Data excerpt ->
━━━━

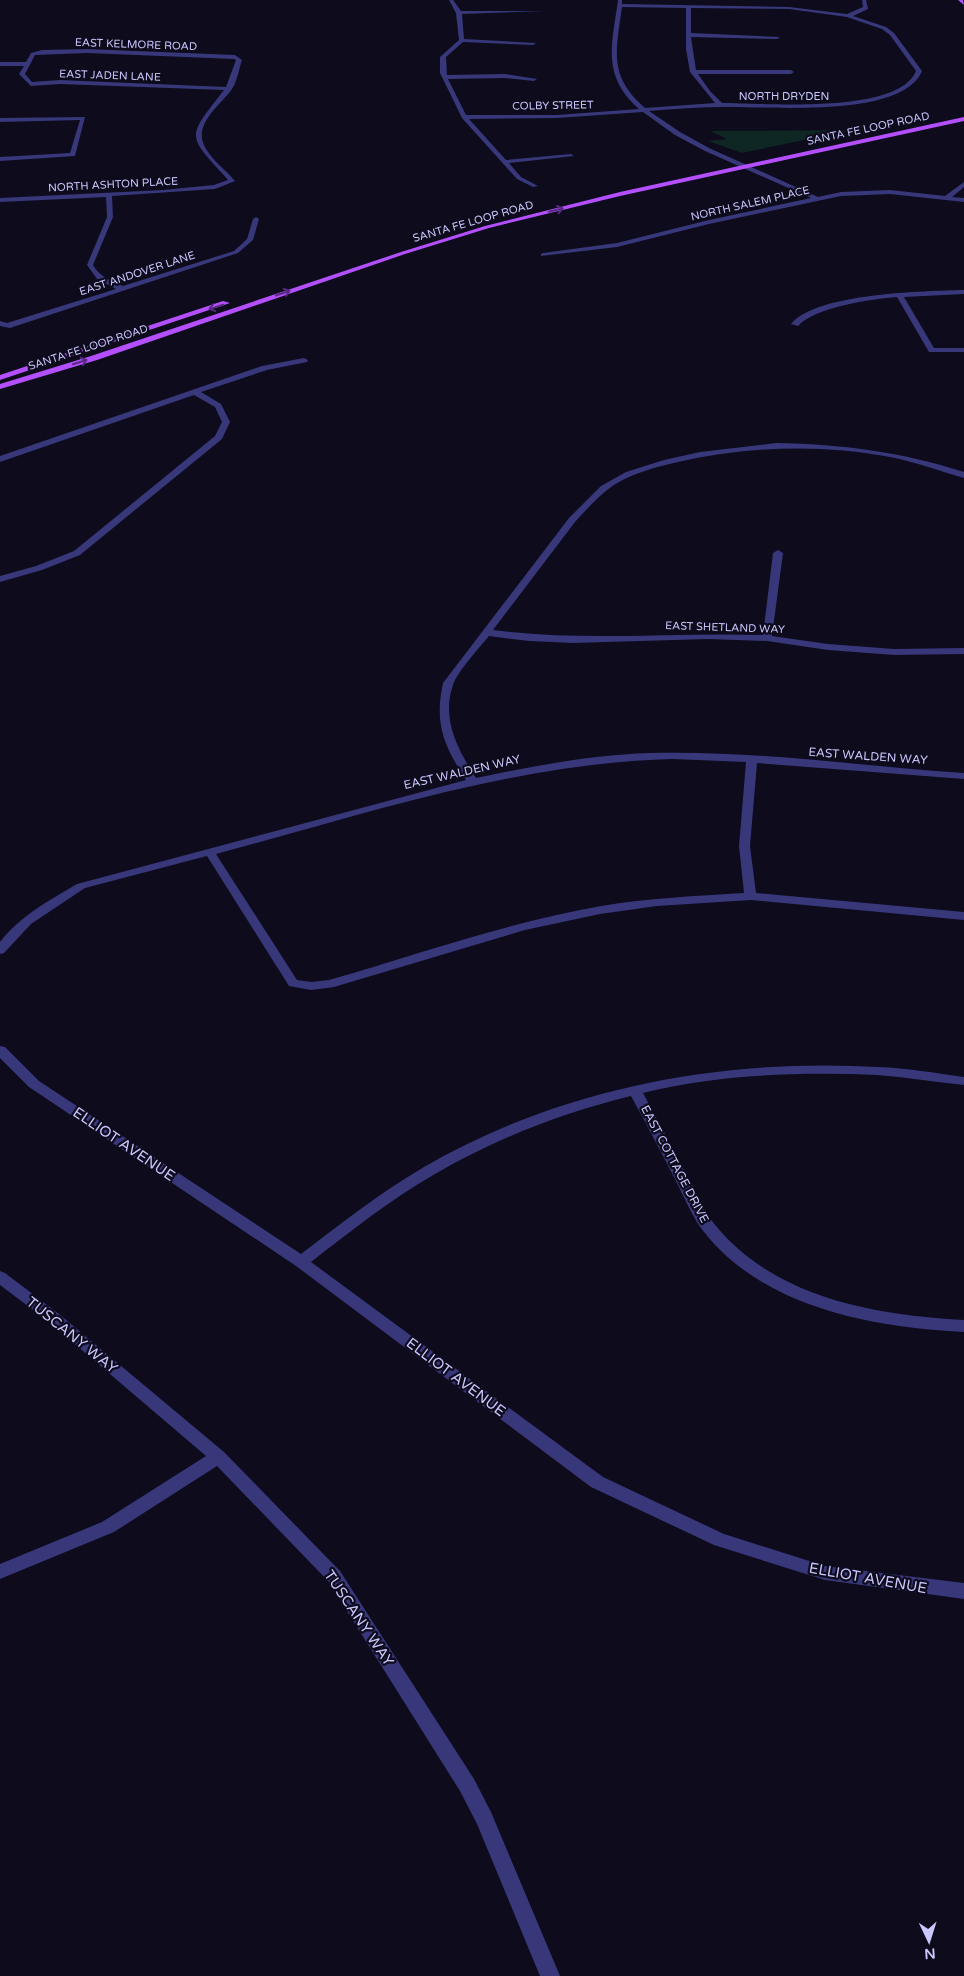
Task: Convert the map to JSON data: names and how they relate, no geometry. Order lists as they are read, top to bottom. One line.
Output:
{"streets":{"main road":["SANTA FE LOOP ROAD"],"street":["EAST KELMORE ROAD","EAST JADEN LANE","NORTH DRYDEN","COLBY STREET","NORTH ASHTON PLACE","NORTH SALEM PLACE","EAST ANDOVER LANE","EAST SHETLAND WAY","EAST WALDEN WAY","ELLIOT AVENUE","EAST COTTAGE DRIVE","TUSCANY WAY"]},"crossings":[["EAST KELMORE ROAD","EAST JADEN LANE"],["EAST KELMORE ROAD","NORTH ASHTON PLACE"],["EAST JADEN LANE","NORTH ASHTON PLACE"],["NORTH DRYDEN","COLBY STREET"]],"north":"bottom"}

━━━━

The task ->
Write the full listing out again with every line unchanged, but include no pictures.

Response to the exercise ->
Task: Convert the map to JSON data: names and how they relate, no geometry. Order lists as they are read, top to bottom. One line.
Output:
{"streets":{"main road":["SANTA FE LOOP ROAD"],"street":["EAST KELMORE ROAD","EAST JADEN LANE","NORTH DRYDEN","COLBY STREET","NORTH ASHTON PLACE","NORTH SALEM PLACE","EAST ANDOVER LANE","EAST SHETLAND WAY","EAST WALDEN WAY","ELLIOT AVENUE","EAST COTTAGE DRIVE","TUSCANY WAY"]},"crossings":[["EAST KELMORE ROAD","EAST JADEN LANE"],["EAST KELMORE ROAD","NORTH ASHTON PLACE"],["EAST JADEN LANE","NORTH ASHTON PLACE"],["NORTH DRYDEN","COLBY STREET"]],"north":"bottom"}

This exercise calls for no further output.